Okay, so my bloody comment just got deleted because the Qualtrics survey popped up randomly while I was typing. There are so many bugs on this community UI. I even had to type the numbered list manually below as the WYSIWYG controls for the numbered list above don't seem to work correctly. I guess at least that is consistent between the Intuit products I have experienced.

 

Let me try to explain why you manual entry of journal entries in the owner's equity is a bad solution.

 

The tools for handling receipts are pretty powerful and convenient in quickbooks. Your solution has me bypassing all the convenience to manually enter everything.
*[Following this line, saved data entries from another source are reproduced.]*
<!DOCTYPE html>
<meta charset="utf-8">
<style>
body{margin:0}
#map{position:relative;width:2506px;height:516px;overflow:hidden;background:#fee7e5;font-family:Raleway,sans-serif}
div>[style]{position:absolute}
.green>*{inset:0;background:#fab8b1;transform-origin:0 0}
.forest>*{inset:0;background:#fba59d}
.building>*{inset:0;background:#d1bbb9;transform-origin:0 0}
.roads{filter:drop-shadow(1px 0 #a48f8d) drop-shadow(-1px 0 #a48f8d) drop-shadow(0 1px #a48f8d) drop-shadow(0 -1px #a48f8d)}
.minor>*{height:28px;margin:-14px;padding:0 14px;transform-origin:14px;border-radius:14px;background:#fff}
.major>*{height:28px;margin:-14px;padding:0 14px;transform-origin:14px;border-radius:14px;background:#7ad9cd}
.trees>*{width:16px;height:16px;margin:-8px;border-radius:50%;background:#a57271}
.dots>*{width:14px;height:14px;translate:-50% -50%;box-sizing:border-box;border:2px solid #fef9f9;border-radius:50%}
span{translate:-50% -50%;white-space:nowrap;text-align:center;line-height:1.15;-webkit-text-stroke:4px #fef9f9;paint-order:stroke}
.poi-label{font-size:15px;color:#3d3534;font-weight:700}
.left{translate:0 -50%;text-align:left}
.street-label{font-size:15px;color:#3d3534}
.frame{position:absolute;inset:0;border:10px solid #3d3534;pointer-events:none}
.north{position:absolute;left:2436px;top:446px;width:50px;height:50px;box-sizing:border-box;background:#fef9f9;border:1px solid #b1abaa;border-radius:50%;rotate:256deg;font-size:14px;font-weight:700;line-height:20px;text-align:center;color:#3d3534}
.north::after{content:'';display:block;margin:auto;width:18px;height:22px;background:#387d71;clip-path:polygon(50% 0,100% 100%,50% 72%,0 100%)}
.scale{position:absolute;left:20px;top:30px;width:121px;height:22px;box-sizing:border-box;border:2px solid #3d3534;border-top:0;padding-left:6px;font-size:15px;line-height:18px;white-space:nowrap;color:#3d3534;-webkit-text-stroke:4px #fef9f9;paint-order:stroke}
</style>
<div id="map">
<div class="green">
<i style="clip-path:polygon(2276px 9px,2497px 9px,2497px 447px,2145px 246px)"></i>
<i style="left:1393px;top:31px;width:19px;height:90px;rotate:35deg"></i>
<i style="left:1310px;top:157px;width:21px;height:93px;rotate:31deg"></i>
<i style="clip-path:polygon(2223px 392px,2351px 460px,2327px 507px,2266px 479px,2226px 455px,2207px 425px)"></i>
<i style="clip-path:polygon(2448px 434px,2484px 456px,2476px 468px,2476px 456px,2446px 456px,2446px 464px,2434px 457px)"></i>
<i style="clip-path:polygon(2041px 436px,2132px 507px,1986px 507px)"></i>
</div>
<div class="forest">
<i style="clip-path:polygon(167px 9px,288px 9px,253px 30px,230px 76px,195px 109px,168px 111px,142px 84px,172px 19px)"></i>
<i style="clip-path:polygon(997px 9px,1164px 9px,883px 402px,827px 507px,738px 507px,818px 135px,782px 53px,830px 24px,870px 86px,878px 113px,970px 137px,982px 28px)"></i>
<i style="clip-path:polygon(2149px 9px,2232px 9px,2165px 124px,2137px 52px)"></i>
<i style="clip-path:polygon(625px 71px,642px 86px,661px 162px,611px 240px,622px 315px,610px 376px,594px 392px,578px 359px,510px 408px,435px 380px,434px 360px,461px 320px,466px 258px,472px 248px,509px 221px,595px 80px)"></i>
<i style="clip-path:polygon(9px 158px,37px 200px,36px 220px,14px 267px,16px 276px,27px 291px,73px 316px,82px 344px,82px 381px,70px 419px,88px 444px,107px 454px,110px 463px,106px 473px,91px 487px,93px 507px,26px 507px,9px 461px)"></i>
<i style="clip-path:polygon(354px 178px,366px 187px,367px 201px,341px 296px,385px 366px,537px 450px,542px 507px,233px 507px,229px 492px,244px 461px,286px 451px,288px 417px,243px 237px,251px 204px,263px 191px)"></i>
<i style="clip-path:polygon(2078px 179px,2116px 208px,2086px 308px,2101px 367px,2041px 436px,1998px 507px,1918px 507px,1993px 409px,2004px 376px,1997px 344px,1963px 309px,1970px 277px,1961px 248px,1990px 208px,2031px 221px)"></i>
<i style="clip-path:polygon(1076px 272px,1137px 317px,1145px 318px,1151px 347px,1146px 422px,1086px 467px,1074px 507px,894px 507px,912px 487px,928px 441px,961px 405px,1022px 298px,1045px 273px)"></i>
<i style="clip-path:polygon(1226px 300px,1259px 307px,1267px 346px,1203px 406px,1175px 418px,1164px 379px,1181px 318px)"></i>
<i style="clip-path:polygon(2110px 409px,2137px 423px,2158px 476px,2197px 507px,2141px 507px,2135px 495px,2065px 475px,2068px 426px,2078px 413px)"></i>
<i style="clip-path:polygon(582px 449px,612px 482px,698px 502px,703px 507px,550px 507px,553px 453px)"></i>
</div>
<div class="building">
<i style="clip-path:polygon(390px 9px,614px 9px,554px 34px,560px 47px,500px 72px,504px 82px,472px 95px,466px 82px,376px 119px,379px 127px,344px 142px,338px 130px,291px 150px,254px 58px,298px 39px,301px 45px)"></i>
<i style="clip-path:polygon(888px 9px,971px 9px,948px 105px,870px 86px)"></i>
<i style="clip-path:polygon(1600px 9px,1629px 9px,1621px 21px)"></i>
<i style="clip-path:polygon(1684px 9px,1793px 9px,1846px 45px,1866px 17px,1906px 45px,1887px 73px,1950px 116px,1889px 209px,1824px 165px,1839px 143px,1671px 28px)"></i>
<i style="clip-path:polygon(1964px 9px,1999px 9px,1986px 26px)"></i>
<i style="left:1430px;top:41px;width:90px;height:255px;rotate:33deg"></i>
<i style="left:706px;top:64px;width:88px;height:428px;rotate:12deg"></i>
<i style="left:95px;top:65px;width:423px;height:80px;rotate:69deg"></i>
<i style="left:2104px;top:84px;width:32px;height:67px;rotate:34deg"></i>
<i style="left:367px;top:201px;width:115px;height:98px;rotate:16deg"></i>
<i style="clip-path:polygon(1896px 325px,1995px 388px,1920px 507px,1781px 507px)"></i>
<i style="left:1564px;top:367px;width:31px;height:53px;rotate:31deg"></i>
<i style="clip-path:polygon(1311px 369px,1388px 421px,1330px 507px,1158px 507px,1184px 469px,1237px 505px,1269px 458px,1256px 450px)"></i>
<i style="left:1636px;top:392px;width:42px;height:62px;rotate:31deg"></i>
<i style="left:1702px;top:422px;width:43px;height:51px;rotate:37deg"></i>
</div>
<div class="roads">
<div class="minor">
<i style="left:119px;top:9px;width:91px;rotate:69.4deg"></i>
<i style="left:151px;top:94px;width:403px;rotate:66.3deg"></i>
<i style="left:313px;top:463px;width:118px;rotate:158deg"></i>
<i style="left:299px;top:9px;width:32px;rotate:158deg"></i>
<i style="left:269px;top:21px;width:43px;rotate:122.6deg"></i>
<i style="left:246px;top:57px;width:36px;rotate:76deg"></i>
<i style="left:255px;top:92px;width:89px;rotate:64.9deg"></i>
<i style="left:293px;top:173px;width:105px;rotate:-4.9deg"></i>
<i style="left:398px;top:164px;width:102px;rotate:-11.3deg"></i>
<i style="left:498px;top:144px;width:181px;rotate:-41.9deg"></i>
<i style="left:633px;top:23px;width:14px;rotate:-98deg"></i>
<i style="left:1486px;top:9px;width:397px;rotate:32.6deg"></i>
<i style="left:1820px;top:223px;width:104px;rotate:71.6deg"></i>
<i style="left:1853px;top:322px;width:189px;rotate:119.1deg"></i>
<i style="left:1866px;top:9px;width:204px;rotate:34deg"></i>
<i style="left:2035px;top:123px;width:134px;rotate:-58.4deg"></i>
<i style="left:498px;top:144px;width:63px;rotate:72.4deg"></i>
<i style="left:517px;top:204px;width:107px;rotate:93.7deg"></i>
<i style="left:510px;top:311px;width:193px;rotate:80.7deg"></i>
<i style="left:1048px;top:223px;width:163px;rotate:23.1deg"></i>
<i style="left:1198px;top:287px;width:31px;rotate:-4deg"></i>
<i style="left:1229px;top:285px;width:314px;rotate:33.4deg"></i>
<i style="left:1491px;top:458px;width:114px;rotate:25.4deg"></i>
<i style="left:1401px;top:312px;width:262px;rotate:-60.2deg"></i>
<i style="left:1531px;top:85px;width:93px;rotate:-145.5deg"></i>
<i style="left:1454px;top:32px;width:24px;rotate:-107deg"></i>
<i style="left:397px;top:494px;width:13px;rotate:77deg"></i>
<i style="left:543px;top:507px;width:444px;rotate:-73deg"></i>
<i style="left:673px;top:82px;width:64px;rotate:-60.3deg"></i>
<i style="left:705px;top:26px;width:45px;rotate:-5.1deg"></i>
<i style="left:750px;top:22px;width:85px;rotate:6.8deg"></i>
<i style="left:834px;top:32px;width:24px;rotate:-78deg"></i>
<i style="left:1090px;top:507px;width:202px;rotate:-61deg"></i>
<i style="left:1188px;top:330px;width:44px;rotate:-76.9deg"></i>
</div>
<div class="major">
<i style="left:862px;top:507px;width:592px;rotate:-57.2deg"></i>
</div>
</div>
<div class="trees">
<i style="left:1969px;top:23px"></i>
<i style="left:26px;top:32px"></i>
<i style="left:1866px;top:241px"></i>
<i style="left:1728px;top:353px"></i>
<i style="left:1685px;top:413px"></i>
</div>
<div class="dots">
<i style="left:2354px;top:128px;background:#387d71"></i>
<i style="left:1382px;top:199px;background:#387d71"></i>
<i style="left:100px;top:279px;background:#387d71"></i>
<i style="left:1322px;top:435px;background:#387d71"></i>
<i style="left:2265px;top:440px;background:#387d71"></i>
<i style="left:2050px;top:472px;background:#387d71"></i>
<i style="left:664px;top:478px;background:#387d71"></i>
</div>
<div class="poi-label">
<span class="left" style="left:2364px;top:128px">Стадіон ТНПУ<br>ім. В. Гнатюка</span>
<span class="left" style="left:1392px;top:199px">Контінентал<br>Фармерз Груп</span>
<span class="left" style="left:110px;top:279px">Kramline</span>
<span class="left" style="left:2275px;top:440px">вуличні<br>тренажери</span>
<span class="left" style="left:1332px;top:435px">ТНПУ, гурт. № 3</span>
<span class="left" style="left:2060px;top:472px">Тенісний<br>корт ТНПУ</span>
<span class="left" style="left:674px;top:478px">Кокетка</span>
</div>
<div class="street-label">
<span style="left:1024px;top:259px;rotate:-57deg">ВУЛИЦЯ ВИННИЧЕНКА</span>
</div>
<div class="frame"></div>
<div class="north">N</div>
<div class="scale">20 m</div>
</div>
That's kinda unfortunate at the very least.

 

Here's the solution I like better:

1. Upload a receipt for process

2. After processing, click the review for the receipt

3. Make a "bill" instead of an expense

4. Add a line item to zero out the bill with a negative entry posted to appropriate member equity account

5. Save the bill

 

This has the advantage of letting the QB receipt workflow process the receipt and import the relevant data, like the total and the vendor.

 

The downside is that I have an zero'd out transaction for each receipt in my A/P account now. This makes absolutely zero sense when the equity account should probably just be allowed alongside the Bank accounts for the payment account for an expense. Or maybe there should be a workflow for paying with owner's non-business funds.

 

I really do not understand why equity accounts shouldn't be able to be used this way.

Rainflurry
December 11, 2024

@ScarletCleopatra 

 

There's no need to use a journal entry as suggested by @NicoleAscencionS.  If you don't want to use a $0.00 Bill or Expense transaction, create a bank account in QB called 'Clearing Account' and use that as the bank account from which to pay the Bill or Expense.  Then, move the balance from the Clearing Account to your Member Equity account using a Transfer (New > Transfer).  The Clearing Account should always be $0.00 after the Transfer.